In less than 24 HOURS, an EU committee votes on whether to mass-censor the global internet

We've got less than a day until the key vote on the wording of the new EU Copyright Directive, when members of the EU's legislative committee will vote on whether to include controversial mass censorship language in the proposal that the parliament will vote on.

These two proposals are the "link tax" (Article 11), which forbids linking to news stories without a license (but doesn't define "news story" or "linking," leaving it up to 28 member states to make 28 contradictory rules for this); and "copyright filters" (Article 13), requiring that everything Europeans post to the internet be automatically checked for copyright violations first, in a kind of vast, unprecedented version of YouTube's Content ID, but for everything — your Tinder profile, the code you check into Github, the skins on your Minecraft avatars.

Article 13 is every bit as defective as Article 11: it insists that companies filter their users' posts, but does not penalize people who abuse the system by falsely claiming copyright over works that don't belong to them, whether tactically (a political party using false copyright claims to suppress embarrassing footage before a key vote), or trollishly (claiming all of Shakespeare just for the pleasure of banning anyone from quoting him).

Sarah Jeong covered this today for The Verge: "legislators everywhere seem to have accepted the status quo of a digital landscape that's dominated by a handful of giants with self-perpetuating silos."

The vote will be early in the day (Central European Time) on the 20th. There is still time to contact your MEP.

For anyone who's been on the internet long enough, the problem with Article 13 is pretty clear. It's YouTube Content ID but for the entire internet. Axel Voss, the member of European Parliament who is taking the lead on the copyright bill, has argued that the actual proposed language never mentions a filter, although that just raises the question of what using "effective technologies" to prevent copyright infringement means, other than filtering. Although the most recently revised language exempts sites such as "online encyclopaedias," clearly aiming to exclude the likes of Wikipedia, Voss has said in the past that he cannot predict which platforms will be affected.

Remember the time YouTube Content ID took down a video with birds chirping in the background because an avant-garde song in its copyright database also had birds chirping in the background? Remember the time NASA's videos of a Mars landing got taken down by a news agency? Remember the time a live stream got cut off because people started singing "Happy Birthday"? And all this happened despite the fact that Google is really good at what it does.

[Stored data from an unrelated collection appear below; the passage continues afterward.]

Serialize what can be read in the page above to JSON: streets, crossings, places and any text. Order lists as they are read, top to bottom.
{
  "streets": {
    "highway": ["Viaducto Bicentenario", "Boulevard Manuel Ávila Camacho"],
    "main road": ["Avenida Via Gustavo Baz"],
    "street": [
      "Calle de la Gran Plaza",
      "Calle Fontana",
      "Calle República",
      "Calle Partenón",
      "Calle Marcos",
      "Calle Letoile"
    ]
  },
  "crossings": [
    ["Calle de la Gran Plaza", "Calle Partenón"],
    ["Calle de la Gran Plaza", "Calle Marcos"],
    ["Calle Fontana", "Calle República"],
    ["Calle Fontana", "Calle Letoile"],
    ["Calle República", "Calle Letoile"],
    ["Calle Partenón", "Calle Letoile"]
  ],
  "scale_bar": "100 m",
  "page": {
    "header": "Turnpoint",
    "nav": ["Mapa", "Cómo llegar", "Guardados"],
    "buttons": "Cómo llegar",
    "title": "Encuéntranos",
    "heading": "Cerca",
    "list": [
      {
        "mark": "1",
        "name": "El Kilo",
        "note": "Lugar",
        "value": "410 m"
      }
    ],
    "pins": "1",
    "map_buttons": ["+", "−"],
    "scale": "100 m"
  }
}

Opponents of the proposal argue that if smaller platforms are also required to implement upload filtering, it'll not only be a significant burden to them, but they're likely to do a much worse job. Placing content-filtering obligations on platforms encourages them to block as much as possible, and it gives them little incentive to let innocent content through. FOSTA in the United States is a good example of how these incentives work. After the passage of the law, which was intended to combat sex trafficking on the internet, Cloudflare dropped Switter, a sex worker-friendly Mastodon instance.